■ Source records:
****

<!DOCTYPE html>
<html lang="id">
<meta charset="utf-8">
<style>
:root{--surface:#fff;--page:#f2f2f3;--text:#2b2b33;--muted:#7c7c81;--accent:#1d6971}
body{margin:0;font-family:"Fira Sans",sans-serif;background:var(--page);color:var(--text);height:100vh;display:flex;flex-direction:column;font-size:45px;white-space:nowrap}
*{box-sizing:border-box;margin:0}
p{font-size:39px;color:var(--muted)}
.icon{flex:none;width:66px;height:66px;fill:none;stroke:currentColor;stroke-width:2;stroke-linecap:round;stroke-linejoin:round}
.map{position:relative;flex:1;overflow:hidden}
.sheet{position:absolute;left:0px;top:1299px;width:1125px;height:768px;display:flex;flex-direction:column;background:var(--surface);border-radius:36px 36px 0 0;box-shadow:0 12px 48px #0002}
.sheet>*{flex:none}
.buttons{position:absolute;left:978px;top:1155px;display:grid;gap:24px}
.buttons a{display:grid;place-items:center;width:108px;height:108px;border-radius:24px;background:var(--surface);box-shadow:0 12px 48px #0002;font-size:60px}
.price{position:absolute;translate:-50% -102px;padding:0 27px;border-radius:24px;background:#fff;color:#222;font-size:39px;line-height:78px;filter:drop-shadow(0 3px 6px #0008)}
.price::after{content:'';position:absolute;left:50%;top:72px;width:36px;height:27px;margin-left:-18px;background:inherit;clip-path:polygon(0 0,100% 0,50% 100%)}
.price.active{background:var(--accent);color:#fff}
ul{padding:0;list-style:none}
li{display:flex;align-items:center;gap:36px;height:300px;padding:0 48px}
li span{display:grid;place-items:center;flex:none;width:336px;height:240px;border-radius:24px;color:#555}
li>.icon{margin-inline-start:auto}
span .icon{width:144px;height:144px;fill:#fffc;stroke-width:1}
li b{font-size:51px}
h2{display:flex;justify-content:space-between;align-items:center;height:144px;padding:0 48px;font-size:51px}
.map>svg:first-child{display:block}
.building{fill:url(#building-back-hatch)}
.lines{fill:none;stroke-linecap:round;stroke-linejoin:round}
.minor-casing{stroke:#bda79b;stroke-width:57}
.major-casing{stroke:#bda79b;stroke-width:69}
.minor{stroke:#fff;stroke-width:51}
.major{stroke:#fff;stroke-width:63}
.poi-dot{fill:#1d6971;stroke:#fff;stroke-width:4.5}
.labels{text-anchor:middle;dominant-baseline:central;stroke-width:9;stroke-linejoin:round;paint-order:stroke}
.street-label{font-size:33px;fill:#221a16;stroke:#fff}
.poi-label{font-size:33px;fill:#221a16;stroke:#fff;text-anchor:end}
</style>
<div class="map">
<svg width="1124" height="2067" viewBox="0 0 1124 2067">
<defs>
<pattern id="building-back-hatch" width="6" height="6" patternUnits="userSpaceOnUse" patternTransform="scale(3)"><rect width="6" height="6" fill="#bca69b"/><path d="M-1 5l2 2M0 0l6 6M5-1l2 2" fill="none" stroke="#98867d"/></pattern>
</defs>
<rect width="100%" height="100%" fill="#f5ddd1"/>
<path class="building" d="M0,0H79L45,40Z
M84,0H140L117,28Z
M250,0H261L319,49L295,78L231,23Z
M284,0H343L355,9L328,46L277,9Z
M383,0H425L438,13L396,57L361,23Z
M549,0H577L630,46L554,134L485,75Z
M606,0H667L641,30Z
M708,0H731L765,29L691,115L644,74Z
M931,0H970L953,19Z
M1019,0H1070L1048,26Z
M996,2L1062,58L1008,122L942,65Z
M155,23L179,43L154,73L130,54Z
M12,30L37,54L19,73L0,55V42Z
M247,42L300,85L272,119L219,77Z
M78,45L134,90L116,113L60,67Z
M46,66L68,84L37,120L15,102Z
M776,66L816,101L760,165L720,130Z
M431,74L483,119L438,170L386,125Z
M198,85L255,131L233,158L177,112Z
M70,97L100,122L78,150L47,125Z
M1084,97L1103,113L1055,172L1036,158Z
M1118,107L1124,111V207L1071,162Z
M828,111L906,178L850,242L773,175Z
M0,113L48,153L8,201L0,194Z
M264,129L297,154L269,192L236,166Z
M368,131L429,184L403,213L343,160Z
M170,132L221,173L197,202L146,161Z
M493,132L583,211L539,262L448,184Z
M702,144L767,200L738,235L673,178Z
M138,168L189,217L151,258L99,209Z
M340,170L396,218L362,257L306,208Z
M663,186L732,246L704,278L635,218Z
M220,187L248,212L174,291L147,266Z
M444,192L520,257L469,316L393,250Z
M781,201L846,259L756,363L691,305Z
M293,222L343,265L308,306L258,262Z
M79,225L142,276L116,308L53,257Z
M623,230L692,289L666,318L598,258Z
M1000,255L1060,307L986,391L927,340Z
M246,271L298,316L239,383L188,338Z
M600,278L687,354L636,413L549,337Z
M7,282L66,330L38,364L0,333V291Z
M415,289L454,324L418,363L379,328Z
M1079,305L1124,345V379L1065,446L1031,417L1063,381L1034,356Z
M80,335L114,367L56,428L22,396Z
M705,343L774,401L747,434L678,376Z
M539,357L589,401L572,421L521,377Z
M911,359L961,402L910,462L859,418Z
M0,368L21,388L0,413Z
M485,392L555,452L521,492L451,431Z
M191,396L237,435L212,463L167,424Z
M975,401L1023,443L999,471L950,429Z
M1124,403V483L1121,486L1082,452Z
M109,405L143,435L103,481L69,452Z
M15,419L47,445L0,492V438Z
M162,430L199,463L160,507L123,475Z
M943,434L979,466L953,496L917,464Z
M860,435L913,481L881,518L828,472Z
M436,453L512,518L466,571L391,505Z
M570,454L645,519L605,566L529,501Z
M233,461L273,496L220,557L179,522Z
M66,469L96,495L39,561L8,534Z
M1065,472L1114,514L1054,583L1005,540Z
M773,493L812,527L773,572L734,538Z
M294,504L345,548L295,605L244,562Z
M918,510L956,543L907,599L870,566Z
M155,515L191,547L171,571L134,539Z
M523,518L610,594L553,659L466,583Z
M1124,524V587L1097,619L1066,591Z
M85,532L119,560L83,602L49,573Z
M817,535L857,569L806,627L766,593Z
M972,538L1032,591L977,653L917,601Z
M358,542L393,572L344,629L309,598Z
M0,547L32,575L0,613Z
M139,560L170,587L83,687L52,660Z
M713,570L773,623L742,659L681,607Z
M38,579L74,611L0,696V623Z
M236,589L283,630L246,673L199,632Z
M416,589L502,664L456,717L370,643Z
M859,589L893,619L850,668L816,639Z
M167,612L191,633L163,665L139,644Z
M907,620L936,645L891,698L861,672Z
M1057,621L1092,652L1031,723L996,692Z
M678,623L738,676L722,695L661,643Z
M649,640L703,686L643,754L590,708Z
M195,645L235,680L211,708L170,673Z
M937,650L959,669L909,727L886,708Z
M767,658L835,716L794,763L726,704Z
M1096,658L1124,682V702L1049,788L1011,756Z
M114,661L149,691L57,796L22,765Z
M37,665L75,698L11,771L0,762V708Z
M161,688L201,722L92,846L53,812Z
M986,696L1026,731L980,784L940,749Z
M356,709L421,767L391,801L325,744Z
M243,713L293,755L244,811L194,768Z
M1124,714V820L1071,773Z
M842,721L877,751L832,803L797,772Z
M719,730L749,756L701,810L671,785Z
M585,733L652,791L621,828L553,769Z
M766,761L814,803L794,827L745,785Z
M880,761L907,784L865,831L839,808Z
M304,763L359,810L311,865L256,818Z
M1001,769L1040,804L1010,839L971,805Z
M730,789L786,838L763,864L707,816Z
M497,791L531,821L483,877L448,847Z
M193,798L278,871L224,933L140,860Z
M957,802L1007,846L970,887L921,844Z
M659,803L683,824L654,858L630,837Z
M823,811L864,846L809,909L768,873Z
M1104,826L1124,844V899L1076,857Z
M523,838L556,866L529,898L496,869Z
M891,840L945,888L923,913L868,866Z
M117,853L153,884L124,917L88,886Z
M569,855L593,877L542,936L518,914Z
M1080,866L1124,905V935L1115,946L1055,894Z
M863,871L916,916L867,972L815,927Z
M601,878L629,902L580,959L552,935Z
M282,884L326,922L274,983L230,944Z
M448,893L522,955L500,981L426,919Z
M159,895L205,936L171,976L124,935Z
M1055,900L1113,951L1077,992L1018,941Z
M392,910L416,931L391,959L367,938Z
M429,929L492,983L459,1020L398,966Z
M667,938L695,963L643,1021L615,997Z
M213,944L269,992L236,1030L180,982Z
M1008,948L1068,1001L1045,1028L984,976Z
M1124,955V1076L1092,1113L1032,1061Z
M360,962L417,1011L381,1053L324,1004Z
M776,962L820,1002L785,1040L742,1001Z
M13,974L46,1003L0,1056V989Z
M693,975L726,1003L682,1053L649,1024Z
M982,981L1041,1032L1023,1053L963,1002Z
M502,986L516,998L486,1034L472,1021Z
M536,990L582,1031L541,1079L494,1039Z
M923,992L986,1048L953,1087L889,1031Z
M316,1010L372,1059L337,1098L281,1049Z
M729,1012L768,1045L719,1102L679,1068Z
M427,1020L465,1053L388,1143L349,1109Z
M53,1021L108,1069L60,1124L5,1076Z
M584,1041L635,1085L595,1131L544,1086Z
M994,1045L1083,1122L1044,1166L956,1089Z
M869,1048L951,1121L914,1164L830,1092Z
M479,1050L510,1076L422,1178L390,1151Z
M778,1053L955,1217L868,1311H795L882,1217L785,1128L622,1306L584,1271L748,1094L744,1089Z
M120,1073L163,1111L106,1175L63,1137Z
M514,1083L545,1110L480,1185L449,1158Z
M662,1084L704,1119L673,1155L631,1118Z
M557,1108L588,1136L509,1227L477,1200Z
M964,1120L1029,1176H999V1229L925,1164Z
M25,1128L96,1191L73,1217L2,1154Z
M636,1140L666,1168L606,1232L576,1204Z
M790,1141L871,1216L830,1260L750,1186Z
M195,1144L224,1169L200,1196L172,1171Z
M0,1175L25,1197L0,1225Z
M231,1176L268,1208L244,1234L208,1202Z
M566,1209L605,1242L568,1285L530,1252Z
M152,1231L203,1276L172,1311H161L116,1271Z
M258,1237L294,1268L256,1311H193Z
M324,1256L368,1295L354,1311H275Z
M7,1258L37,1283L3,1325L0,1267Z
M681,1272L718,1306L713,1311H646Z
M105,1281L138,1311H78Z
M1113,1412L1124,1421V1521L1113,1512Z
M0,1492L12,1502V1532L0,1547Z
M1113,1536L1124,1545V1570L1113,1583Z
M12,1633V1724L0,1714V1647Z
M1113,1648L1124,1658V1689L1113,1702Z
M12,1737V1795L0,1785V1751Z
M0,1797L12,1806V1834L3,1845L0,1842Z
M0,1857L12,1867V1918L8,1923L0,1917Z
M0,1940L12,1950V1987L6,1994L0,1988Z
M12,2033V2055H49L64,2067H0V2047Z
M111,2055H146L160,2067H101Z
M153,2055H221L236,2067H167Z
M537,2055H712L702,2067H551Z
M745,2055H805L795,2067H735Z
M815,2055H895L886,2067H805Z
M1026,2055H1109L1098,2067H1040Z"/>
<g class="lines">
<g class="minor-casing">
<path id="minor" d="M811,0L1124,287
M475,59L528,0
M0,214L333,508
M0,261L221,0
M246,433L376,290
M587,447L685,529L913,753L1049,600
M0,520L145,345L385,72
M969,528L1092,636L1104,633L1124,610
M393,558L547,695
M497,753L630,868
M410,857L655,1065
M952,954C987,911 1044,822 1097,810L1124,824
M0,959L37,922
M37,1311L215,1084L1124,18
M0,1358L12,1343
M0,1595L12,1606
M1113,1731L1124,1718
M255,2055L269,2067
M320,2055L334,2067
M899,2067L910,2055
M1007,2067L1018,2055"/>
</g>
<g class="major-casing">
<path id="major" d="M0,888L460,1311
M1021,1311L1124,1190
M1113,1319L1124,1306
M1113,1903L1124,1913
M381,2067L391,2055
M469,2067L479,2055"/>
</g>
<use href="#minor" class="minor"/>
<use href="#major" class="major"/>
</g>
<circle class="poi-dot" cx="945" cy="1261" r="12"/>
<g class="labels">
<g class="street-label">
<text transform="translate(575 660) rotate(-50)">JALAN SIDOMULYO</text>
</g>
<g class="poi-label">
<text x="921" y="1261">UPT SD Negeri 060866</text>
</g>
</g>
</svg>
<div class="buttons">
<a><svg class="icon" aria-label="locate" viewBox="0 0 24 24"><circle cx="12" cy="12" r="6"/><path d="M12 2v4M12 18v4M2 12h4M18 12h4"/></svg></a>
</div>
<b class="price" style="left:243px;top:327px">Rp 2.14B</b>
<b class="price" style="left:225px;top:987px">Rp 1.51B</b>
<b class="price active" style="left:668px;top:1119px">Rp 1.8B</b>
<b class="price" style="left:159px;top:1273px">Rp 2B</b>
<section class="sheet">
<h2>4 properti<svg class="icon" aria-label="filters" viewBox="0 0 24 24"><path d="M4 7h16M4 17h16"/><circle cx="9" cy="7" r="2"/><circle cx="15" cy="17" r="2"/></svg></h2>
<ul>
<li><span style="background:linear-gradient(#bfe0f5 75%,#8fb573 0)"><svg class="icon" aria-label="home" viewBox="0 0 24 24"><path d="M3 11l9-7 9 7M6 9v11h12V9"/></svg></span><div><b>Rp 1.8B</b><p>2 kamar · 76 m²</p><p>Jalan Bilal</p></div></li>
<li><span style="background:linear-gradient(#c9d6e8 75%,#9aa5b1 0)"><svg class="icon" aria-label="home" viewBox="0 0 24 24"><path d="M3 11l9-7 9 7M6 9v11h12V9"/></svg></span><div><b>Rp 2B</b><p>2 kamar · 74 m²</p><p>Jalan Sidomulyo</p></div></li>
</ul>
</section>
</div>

****

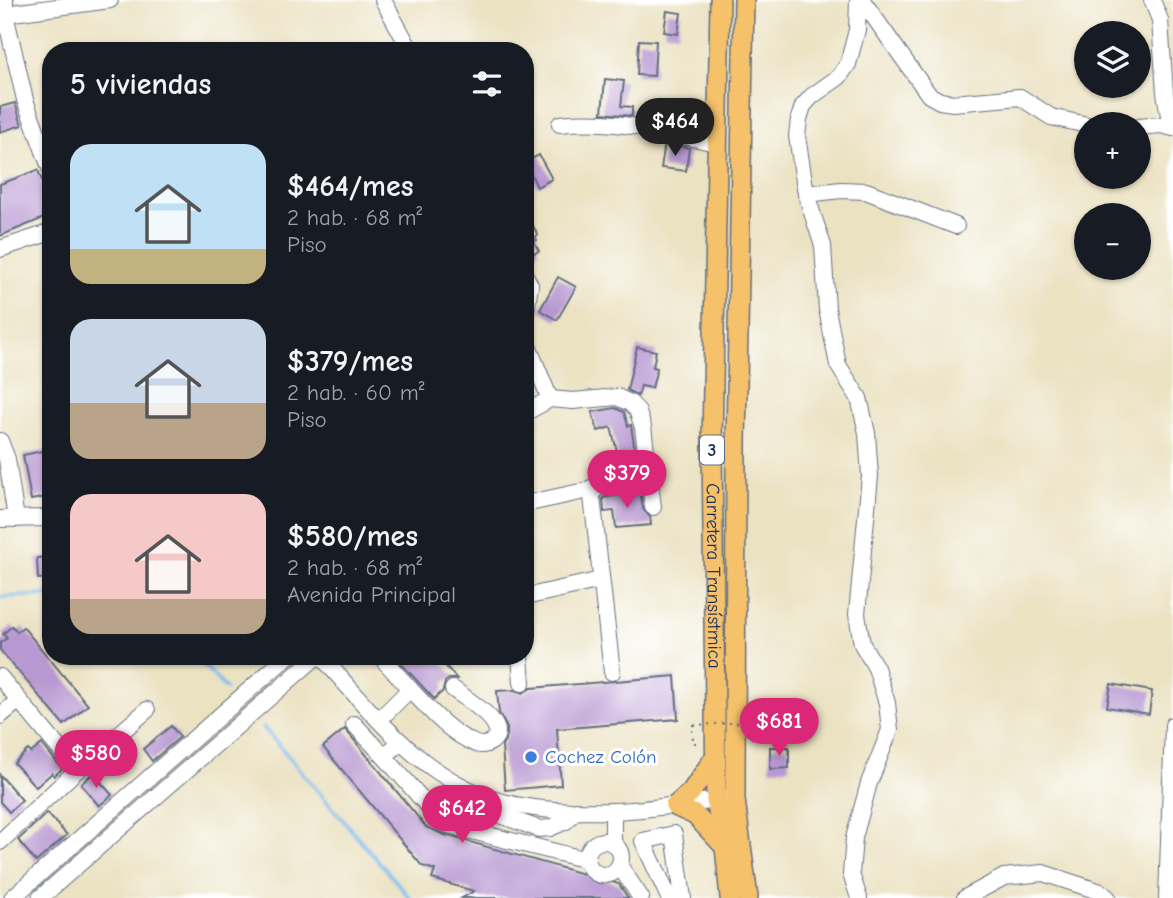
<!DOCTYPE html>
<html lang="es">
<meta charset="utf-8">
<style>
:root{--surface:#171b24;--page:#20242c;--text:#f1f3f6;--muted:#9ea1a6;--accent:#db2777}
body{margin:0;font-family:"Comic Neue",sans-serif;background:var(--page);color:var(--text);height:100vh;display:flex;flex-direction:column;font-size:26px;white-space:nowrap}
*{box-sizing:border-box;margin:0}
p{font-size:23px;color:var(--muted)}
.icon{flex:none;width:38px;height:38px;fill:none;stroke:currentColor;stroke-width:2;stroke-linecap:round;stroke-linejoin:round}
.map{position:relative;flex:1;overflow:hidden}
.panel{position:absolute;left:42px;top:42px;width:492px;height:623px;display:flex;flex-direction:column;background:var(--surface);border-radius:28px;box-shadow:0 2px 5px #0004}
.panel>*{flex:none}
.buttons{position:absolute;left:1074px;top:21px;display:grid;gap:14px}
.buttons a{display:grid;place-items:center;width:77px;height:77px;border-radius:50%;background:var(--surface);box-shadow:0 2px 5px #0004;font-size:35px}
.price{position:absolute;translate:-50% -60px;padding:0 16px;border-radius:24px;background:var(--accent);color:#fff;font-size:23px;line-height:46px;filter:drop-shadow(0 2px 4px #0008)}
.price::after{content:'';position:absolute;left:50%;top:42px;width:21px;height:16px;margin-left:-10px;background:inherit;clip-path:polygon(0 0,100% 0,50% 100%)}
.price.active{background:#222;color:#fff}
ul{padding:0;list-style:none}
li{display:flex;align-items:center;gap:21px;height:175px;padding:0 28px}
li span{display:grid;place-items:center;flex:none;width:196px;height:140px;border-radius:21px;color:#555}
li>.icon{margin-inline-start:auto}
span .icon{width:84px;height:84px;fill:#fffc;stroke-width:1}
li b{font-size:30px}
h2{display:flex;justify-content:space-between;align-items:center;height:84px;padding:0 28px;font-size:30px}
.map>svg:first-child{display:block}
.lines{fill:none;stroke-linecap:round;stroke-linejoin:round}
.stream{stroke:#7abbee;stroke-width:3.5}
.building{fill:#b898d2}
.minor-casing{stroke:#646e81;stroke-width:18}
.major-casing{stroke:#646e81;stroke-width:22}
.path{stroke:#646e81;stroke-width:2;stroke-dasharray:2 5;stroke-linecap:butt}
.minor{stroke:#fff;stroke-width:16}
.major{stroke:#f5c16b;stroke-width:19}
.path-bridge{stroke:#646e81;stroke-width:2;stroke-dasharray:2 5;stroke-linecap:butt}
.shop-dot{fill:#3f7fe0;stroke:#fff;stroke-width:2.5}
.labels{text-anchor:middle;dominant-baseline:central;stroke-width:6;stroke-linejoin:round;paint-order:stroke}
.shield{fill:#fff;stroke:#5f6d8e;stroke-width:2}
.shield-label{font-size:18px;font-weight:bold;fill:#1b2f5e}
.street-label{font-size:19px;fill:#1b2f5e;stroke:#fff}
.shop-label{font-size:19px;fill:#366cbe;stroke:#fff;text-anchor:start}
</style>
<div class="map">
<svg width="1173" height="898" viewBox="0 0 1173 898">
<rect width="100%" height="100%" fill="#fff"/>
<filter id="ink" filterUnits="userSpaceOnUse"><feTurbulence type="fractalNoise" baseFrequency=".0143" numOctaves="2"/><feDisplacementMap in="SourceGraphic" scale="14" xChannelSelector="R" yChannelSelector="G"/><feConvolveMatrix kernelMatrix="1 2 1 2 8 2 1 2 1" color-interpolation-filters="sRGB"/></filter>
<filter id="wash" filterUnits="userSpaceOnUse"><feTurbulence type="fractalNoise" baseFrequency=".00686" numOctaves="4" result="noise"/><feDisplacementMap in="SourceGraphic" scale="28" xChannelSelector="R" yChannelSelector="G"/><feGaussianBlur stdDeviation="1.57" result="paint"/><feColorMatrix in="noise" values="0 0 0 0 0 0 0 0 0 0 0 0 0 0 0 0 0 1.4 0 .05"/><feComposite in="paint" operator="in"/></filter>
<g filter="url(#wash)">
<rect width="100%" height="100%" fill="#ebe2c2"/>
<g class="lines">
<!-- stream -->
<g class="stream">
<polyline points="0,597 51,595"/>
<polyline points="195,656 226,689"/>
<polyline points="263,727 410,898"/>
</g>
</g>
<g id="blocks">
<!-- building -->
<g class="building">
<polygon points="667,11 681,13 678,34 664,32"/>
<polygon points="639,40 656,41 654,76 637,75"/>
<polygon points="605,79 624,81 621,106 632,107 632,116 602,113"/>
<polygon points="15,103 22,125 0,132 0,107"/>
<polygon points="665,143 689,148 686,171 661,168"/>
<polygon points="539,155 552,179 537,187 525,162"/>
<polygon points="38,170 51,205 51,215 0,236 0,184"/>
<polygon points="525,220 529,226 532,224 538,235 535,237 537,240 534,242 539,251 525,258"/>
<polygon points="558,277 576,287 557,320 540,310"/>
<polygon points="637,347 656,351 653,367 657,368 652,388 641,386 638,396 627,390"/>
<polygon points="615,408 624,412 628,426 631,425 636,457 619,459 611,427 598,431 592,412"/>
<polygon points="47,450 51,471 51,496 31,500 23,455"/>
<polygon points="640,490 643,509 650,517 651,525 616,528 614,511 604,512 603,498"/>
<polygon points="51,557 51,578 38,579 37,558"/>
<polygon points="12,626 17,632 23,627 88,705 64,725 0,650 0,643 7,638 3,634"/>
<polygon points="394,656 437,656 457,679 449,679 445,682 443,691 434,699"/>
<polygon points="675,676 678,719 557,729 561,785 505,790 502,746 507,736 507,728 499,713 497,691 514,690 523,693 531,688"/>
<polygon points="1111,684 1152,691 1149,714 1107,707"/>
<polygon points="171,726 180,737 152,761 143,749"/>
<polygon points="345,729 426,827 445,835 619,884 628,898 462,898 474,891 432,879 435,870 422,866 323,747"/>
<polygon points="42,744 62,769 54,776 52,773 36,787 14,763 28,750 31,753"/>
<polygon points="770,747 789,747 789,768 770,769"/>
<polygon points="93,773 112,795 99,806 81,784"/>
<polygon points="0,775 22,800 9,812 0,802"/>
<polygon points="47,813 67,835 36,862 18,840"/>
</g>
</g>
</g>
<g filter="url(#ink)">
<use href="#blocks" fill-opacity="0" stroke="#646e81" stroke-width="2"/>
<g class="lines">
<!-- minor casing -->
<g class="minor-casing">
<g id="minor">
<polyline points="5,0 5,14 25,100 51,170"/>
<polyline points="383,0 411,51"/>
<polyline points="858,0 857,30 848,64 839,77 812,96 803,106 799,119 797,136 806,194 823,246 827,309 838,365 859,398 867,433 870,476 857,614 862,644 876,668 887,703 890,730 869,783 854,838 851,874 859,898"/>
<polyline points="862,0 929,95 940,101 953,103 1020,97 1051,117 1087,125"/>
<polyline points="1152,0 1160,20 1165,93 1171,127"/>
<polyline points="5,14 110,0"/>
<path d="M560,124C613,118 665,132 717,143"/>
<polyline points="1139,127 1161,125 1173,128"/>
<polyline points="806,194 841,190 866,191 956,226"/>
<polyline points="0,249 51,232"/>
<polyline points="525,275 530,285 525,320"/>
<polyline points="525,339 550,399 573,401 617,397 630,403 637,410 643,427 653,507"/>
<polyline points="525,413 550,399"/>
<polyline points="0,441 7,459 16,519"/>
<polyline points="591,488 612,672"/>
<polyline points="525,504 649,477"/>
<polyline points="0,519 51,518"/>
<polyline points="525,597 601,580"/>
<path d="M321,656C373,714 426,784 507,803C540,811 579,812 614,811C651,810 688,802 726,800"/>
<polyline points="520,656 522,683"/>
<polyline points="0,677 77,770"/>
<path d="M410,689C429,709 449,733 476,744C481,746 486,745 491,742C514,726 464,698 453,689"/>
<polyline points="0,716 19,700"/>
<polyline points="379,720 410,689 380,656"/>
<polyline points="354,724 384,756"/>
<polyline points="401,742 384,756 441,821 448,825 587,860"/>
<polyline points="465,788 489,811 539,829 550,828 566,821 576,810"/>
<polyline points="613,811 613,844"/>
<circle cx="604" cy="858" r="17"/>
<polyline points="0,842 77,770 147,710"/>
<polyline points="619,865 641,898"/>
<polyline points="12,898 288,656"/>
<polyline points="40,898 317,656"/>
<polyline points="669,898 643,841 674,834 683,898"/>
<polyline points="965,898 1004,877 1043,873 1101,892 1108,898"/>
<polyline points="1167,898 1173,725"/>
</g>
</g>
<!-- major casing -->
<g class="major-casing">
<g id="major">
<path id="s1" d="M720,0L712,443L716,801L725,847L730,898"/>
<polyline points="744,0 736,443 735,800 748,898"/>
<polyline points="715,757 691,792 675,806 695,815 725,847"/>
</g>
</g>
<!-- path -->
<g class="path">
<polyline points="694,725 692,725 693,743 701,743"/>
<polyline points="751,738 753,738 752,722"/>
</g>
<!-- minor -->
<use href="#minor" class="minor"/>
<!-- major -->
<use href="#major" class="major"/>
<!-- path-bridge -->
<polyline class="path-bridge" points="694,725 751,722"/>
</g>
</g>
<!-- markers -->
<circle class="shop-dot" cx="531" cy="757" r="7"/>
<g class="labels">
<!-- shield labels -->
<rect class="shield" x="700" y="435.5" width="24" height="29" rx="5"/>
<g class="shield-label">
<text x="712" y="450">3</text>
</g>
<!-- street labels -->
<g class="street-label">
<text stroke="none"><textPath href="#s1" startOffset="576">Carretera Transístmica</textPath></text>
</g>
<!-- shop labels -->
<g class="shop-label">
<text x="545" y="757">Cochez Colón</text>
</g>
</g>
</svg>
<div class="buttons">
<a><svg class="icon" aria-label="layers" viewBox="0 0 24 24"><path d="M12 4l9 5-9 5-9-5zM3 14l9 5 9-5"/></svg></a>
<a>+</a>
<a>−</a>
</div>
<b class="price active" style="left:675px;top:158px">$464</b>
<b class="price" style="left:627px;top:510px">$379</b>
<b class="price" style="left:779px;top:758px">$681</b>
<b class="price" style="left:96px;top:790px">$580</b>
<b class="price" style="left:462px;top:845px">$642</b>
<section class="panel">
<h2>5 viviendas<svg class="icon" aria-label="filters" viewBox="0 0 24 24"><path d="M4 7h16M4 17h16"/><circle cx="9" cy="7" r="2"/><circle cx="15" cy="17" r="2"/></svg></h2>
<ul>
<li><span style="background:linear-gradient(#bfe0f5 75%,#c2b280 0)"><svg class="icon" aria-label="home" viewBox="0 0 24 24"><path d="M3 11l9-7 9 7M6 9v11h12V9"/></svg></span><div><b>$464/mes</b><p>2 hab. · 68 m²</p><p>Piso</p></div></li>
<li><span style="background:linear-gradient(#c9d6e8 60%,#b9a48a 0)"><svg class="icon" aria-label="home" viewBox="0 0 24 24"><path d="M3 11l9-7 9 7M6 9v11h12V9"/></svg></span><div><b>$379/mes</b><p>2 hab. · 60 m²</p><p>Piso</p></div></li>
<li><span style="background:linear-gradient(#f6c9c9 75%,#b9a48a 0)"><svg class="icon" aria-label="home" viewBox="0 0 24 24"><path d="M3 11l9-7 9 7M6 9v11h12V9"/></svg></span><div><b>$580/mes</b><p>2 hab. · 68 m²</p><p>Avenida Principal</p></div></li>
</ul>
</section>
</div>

****

■ Assigned task:
From the records above, repeat exactly the lines from the one with "M170,132L221,173L197,202L146,161Z" through the one with "M85,532L119,560L83,602L49,573Z", both included.

■ Your response:
M170,132L221,173L197,202L146,161Z
M493,132L583,211L539,262L448,184Z
M702,144L767,200L738,235L673,178Z
M138,168L189,217L151,258L99,209Z
M340,170L396,218L362,257L306,208Z
M663,186L732,246L704,278L635,218Z
M220,187L248,212L174,291L147,266Z
M444,192L520,257L469,316L393,250Z
M781,201L846,259L756,363L691,305Z
M293,222L343,265L308,306L258,262Z
M79,225L142,276L116,308L53,257Z
M623,230L692,289L666,318L598,258Z
M1000,255L1060,307L986,391L927,340Z
M246,271L298,316L239,383L188,338Z
M600,278L687,354L636,413L549,337Z
M7,282L66,330L38,364L0,333V291Z
M415,289L454,324L418,363L379,328Z
M1079,305L1124,345V379L1065,446L1031,417L1063,381L1034,356Z
M80,335L114,367L56,428L22,396Z
M705,343L774,401L747,434L678,376Z
M539,357L589,401L572,421L521,377Z
M911,359L961,402L910,462L859,418Z
M0,368L21,388L0,413Z
M485,392L555,452L521,492L451,431Z
M191,396L237,435L212,463L167,424Z
M975,401L1023,443L999,471L950,429Z
M1124,403V483L1121,486L1082,452Z
M109,405L143,435L103,481L69,452Z
M15,419L47,445L0,492V438Z
M162,430L199,463L160,507L123,475Z
M943,434L979,466L953,496L917,464Z
M860,435L913,481L881,518L828,472Z
M436,453L512,518L466,571L391,505Z
M570,454L645,519L605,566L529,501Z
M233,461L273,496L220,557L179,522Z
M66,469L96,495L39,561L8,534Z
M1065,472L1114,514L1054,583L1005,540Z
M773,493L812,527L773,572L734,538Z
M294,504L345,548L295,605L244,562Z
M918,510L956,543L907,599L870,566Z
M155,515L191,547L171,571L134,539Z
M523,518L610,594L553,659L466,583Z
M1124,524V587L1097,619L1066,591Z
M85,532L119,560L83,602L49,573Z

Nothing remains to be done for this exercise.